Ain’t It Cool’s Harry Knowles: The Cash-Strapped King of the Nerds Plots a Comeback
The founder of the once-renegade movie site, who earned the admiration of Peter Jackson and Steve Jobs, is struggling for money and relevance in the wild media landscape he helped to create.
This story first appeared in the April 5 issue of The Hollywood Reporter  magazine.
It was July 2012, and Harry Knowles was working up a sweat. Eighteen months earlier, the creator-owner-figurehead of Ain’t It Cool News collapsed and had back surgery to treat the effects of spinal stenosis, a chronic condition stemming in part from a 1996 fall that left him intermittently reliant on a wheelchair. So now he was walking on a treadmill at a clinic near his Austin home as part of his physical therapy.
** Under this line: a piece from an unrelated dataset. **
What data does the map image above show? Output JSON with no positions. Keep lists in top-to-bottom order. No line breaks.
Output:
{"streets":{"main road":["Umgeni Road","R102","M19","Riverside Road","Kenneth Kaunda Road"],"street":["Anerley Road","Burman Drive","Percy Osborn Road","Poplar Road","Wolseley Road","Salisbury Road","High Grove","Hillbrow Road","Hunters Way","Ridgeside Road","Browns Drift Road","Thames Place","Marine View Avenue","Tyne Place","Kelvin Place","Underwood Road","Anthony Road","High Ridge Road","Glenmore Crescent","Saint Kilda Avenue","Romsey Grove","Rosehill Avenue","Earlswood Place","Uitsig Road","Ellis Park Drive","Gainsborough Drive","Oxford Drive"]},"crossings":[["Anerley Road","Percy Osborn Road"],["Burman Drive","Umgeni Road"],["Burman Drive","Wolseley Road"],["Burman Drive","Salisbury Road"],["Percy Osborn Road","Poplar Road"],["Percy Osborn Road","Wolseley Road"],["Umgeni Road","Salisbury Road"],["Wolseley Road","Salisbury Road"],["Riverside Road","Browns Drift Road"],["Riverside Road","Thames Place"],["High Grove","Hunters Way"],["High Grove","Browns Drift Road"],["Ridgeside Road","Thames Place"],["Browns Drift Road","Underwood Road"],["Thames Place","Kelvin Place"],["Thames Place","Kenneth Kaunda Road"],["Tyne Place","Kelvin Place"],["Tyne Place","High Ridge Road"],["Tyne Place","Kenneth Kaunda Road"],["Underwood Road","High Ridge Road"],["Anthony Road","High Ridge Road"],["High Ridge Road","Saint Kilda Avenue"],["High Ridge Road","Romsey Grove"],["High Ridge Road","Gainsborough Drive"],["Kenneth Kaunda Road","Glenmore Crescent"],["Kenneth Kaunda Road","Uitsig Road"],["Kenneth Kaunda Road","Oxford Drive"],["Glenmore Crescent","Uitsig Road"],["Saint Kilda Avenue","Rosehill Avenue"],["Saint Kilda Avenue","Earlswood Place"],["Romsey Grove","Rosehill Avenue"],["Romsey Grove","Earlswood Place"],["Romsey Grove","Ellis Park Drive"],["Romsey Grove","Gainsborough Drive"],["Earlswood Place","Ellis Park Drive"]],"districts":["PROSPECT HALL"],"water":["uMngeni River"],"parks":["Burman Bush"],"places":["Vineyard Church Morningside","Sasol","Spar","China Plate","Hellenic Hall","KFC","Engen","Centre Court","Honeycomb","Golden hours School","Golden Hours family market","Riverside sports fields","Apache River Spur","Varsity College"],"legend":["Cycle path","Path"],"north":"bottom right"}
His phone rang. Still trudging, Knowles answered. It was Roland De Noie, his business manager.
“I really f—ed up,” said De Noie in a panic. “It’s all my fault.” He had discovered that Ain’t It Cool News — the website Knowles started in his Texas bedroom that grew to be the scourge of Hollywood, redefined the nature and pace of entertainment journalism and turned an overweight, ginger-haired self-diagnosed movie nerd into the face of a geek nation on the rise — owed about $300,000 in unpaid taxes. While Ain’t It Cool News had been making $700,000 a year in gross advertising revenue at its height in the early- to mid-2000s, that had dipped to the low-six figures by 2012. The business had no cash reserves and no way to pay the bills. Its bank account had been seized. “We’re not going to be able to get out of this one,” said De Noie.
Knowles tried to get his childhood friend to explain, but there was no simple answer. It was the advertising slowdown or bad business practices or horrible decisions or a combination of all three. But the fact remained that Ain’t It Cool News was bleeding out.